In the 30 years that followed, until her death last week, I ran into Chandita everywhere - at film screenings, at art shows, at political protests, at book readings and talks. That continuous presence had a profound meaning: it signified belief and confidence in a world she had chosen to be part of and had also helped to build. A world committed to the art, ideas, learning, and the complex modernities of Indian tradition. We were part of some collectives - @Culture at the World Social Forum, the Indian Association of Women in Radio and Television and others. We did not always agree and sometimes complained about each other to our colleagues. So what? So what if you don't agree with everyone in your community or with your friends? Community is built by witnessing something together, by being able to recognise the meaning of what someone does, not simply their success or their pleasantness.

Also read: Little lane lost

To explain why I think this is meaningful, I need to tell another story. Last year I was at a media awards event. It was invigorating to be with a large number of people, some old friends, some whose work I was newly encountering, to celebrate this extended community of ideas and political commitment to gender issues. To my consternation, most people left once they'd received their awards, not staying on for those who came after. The ceremony was long and tedious - but I wonder how people imagine they can build communities without bearing a little discomfort together.

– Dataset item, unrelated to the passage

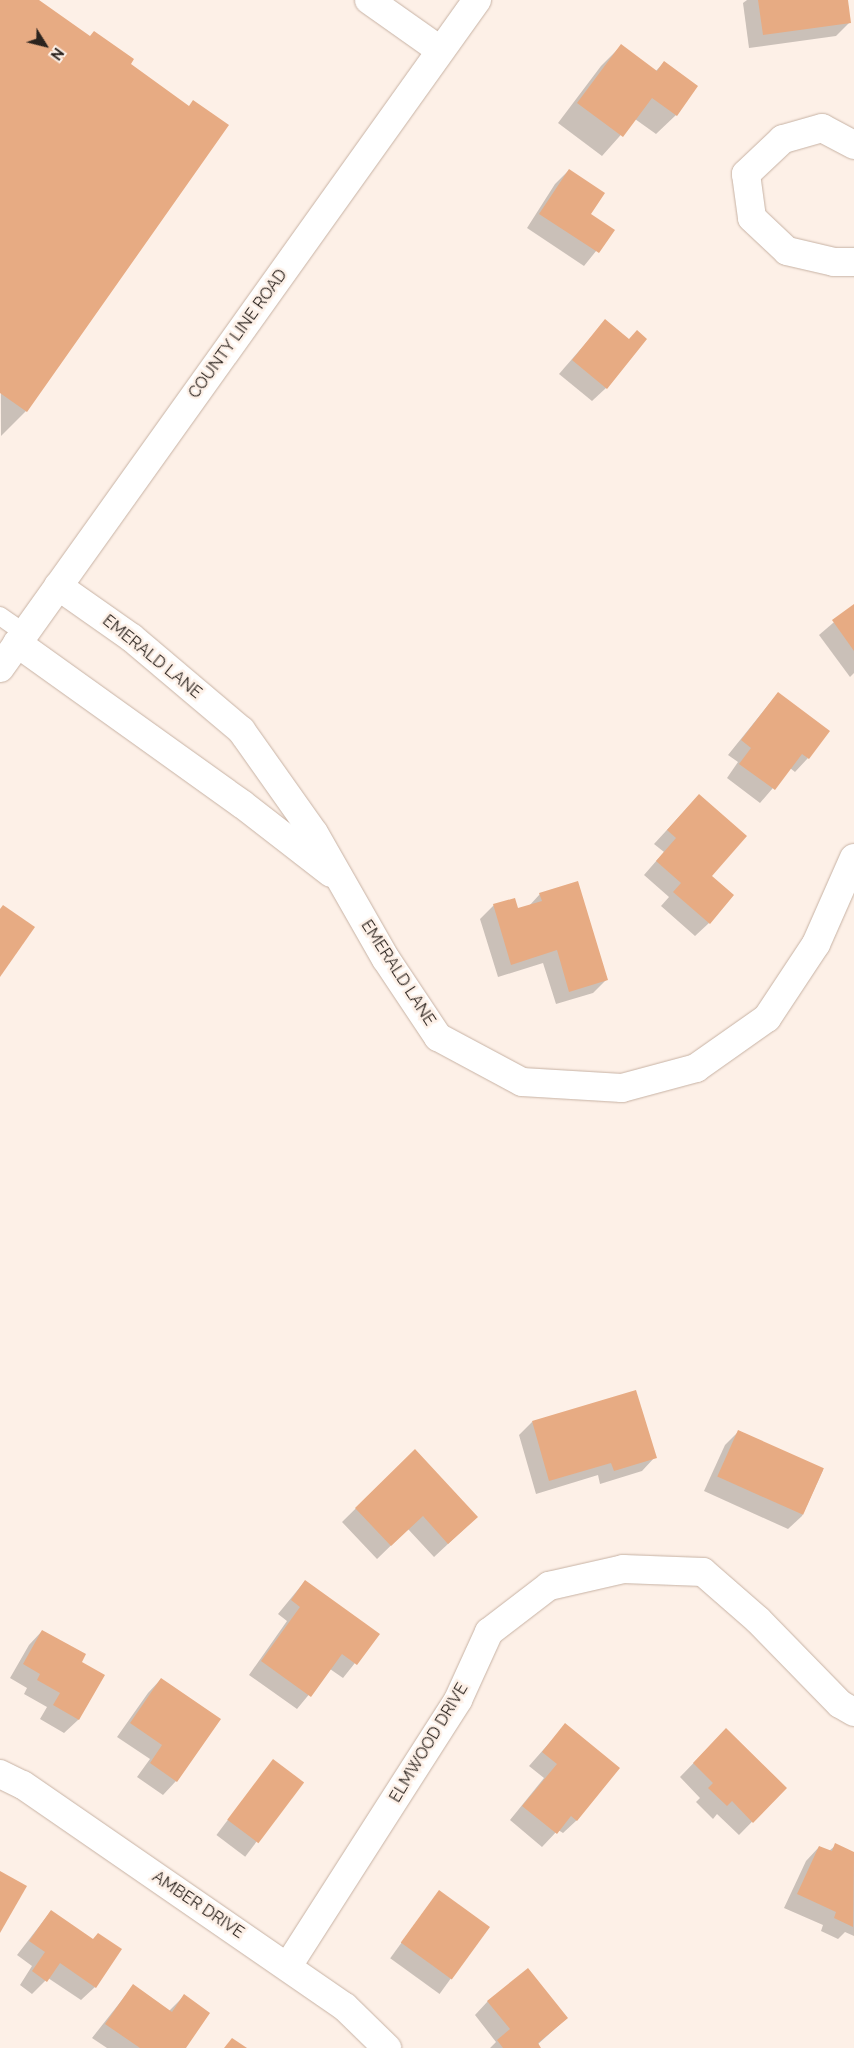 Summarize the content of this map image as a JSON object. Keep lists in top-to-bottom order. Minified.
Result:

Chandita's commitment to media, education and social change was deep. Her smile was big. Her saris were beautiful. Her friends loved her and they shared many adventures. Her rigorous knowledge about every subject imaginable was fearsome and very extra. Her passing called up memories of mentorship across generations. Her scoldings had been many and may we count them among her achievements as acts of idealistic love and feminist comradeship. I will miss running into her everywhere.